# Exercise data:
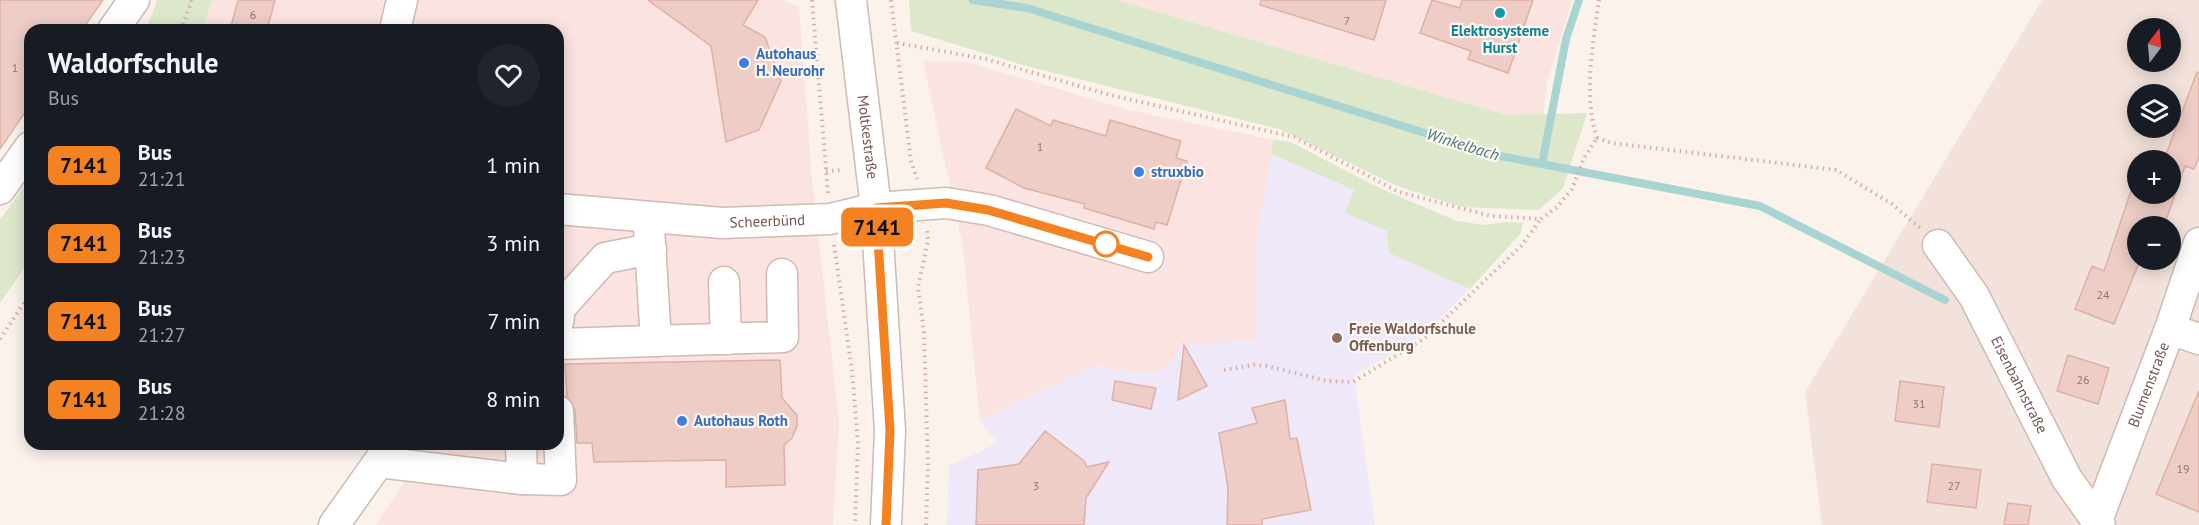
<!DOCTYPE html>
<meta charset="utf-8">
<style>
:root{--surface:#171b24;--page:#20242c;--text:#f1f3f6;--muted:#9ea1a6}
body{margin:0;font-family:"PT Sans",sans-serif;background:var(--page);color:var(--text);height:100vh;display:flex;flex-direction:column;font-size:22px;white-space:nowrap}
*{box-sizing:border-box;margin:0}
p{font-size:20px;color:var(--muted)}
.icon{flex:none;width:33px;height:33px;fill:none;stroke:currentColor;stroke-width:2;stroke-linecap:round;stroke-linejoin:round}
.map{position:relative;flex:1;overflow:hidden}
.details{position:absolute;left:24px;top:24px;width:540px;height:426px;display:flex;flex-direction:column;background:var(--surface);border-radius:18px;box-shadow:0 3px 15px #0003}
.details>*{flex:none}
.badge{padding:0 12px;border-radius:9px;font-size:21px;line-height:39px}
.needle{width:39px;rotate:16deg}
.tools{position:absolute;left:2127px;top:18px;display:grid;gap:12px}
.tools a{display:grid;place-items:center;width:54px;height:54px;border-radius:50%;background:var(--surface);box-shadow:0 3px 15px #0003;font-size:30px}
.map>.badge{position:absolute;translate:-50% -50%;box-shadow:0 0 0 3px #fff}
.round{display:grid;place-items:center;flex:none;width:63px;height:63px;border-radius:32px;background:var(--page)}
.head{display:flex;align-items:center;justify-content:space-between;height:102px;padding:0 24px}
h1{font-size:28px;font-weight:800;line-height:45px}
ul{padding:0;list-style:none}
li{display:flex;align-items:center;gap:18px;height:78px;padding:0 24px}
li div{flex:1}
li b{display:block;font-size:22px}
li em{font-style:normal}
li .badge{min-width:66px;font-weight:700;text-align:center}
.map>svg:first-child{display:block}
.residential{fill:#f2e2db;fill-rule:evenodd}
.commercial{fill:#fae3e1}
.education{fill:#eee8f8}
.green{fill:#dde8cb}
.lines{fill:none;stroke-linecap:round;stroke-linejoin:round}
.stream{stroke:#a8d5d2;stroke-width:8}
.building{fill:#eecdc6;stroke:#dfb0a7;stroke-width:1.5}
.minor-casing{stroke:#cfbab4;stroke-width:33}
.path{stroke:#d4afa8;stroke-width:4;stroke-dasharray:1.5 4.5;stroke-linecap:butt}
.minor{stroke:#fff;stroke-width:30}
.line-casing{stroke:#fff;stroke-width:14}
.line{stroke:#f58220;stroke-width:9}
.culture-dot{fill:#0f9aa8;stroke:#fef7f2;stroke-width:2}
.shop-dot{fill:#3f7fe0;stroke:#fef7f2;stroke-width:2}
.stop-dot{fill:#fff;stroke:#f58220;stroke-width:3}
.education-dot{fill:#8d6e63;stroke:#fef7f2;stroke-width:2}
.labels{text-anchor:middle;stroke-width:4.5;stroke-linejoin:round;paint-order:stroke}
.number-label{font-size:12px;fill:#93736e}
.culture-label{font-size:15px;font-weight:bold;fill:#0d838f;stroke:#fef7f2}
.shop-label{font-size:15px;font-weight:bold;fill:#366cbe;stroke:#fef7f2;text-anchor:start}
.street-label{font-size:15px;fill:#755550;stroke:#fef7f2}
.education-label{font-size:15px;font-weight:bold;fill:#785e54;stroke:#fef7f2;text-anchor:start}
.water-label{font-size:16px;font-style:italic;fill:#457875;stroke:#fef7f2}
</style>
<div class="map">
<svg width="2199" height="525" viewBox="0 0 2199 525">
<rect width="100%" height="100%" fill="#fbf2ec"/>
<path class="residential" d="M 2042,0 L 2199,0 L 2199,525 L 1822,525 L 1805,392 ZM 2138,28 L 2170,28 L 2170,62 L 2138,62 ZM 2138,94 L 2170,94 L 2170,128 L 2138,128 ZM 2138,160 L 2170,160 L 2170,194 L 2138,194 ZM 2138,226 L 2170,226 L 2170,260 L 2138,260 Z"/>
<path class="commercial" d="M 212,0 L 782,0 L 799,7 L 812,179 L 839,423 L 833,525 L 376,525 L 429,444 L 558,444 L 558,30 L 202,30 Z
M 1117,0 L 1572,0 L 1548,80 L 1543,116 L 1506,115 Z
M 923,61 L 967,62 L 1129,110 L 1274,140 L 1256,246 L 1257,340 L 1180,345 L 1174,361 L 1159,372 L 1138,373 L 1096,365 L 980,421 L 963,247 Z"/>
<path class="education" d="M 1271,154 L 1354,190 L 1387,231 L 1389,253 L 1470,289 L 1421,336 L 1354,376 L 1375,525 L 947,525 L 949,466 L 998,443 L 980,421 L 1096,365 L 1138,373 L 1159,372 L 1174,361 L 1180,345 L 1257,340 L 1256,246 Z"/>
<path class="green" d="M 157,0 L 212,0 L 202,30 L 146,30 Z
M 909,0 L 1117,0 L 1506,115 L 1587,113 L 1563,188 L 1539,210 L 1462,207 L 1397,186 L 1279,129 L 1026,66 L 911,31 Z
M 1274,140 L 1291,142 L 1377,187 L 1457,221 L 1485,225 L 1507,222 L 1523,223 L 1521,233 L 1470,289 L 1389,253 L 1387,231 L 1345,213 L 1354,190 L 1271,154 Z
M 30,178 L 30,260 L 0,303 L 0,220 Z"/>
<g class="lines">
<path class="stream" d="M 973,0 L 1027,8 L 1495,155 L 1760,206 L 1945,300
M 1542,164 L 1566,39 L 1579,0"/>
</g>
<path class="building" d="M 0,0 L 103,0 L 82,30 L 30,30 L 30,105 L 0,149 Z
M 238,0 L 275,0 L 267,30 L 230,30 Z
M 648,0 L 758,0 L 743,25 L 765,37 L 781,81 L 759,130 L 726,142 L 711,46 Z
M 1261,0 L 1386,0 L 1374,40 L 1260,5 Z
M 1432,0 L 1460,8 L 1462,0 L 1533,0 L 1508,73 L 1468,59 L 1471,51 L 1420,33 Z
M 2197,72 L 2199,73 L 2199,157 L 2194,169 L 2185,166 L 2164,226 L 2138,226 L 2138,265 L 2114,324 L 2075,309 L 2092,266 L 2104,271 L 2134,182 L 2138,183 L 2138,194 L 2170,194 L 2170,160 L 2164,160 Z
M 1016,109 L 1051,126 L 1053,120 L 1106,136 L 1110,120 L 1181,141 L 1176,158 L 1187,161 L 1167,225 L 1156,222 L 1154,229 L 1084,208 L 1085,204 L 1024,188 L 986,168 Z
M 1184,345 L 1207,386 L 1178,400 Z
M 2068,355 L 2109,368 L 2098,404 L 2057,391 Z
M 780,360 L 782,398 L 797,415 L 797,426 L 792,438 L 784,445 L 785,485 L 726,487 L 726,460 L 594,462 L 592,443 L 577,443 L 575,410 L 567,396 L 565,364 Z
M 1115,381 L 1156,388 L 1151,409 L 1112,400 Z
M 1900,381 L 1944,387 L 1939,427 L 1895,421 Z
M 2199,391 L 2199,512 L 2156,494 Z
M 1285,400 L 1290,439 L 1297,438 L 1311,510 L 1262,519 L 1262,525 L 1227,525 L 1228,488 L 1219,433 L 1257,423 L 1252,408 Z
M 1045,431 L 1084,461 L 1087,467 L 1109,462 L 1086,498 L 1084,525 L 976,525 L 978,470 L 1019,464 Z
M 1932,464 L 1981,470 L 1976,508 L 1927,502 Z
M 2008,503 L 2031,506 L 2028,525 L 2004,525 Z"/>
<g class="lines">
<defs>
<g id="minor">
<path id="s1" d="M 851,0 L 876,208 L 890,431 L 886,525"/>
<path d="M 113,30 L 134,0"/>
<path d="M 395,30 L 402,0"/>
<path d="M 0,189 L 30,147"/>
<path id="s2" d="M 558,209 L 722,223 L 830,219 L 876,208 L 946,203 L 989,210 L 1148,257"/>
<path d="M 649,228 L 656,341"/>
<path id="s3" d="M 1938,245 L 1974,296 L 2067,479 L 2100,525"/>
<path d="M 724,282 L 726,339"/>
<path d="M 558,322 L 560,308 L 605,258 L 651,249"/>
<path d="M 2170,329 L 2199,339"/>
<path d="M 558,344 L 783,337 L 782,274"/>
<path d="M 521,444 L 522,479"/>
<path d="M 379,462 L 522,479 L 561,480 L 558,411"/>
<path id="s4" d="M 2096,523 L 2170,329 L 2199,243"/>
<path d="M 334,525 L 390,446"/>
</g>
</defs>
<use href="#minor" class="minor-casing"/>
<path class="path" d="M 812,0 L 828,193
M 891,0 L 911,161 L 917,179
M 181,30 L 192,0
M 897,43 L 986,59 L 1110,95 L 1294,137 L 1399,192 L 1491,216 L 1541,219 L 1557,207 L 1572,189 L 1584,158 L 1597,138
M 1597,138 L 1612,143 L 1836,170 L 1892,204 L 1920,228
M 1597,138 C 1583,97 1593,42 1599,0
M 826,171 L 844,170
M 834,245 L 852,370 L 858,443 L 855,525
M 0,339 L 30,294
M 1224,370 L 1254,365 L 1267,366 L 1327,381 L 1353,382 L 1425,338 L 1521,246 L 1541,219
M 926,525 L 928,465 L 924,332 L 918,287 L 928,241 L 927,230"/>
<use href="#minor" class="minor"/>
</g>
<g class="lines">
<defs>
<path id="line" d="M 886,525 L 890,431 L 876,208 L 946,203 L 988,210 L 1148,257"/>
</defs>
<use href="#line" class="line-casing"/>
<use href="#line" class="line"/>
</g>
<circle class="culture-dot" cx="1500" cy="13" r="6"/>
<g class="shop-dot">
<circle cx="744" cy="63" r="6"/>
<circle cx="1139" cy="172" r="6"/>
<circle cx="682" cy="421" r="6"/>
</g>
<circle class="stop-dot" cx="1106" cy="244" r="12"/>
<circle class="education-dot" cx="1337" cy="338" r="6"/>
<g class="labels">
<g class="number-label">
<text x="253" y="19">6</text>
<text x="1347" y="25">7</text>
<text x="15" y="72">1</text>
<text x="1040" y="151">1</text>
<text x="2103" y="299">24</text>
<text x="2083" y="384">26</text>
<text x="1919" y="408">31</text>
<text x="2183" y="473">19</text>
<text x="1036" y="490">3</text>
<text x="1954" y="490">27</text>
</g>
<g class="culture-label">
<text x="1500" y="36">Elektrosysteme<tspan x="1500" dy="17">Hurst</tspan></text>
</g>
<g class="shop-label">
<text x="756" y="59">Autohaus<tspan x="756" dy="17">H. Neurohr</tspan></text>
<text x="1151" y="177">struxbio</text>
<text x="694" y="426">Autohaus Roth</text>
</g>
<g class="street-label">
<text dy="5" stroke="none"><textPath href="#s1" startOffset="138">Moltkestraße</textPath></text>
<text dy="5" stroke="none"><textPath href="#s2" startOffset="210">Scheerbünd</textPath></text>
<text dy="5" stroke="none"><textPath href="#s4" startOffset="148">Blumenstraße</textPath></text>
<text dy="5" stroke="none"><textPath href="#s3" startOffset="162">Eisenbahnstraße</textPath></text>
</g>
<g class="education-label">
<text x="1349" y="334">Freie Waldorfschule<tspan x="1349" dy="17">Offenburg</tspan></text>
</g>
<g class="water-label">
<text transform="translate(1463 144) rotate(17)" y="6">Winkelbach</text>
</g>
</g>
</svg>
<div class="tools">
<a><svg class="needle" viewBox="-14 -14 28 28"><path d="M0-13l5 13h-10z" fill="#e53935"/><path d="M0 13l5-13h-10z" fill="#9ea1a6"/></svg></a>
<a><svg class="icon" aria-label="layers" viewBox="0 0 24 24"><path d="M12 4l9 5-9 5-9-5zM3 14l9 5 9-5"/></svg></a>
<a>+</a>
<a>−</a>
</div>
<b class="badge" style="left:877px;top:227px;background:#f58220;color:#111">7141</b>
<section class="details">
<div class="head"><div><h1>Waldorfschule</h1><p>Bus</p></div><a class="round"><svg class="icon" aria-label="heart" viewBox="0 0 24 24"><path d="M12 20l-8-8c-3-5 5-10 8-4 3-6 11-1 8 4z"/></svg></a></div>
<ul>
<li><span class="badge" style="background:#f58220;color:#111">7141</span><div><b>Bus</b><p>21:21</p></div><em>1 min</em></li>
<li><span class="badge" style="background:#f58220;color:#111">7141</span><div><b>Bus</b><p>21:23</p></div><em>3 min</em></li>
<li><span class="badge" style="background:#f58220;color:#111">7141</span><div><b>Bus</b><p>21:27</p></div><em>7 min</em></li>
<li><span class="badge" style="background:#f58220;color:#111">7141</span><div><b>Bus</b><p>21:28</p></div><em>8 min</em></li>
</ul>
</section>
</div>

# Exercise objective:
Look through the records and gather every line containing "tools".

# Exercise result:
.tools{position:absolute;left:2127px;top:18px;display:grid;gap:12px}
.tools a{display:grid;place-items:center;width:54px;height:54px;border-radius:50%;background:var(--surface);box-shadow:0 3px 15px #0003;font-size:30px}
<div class="tools">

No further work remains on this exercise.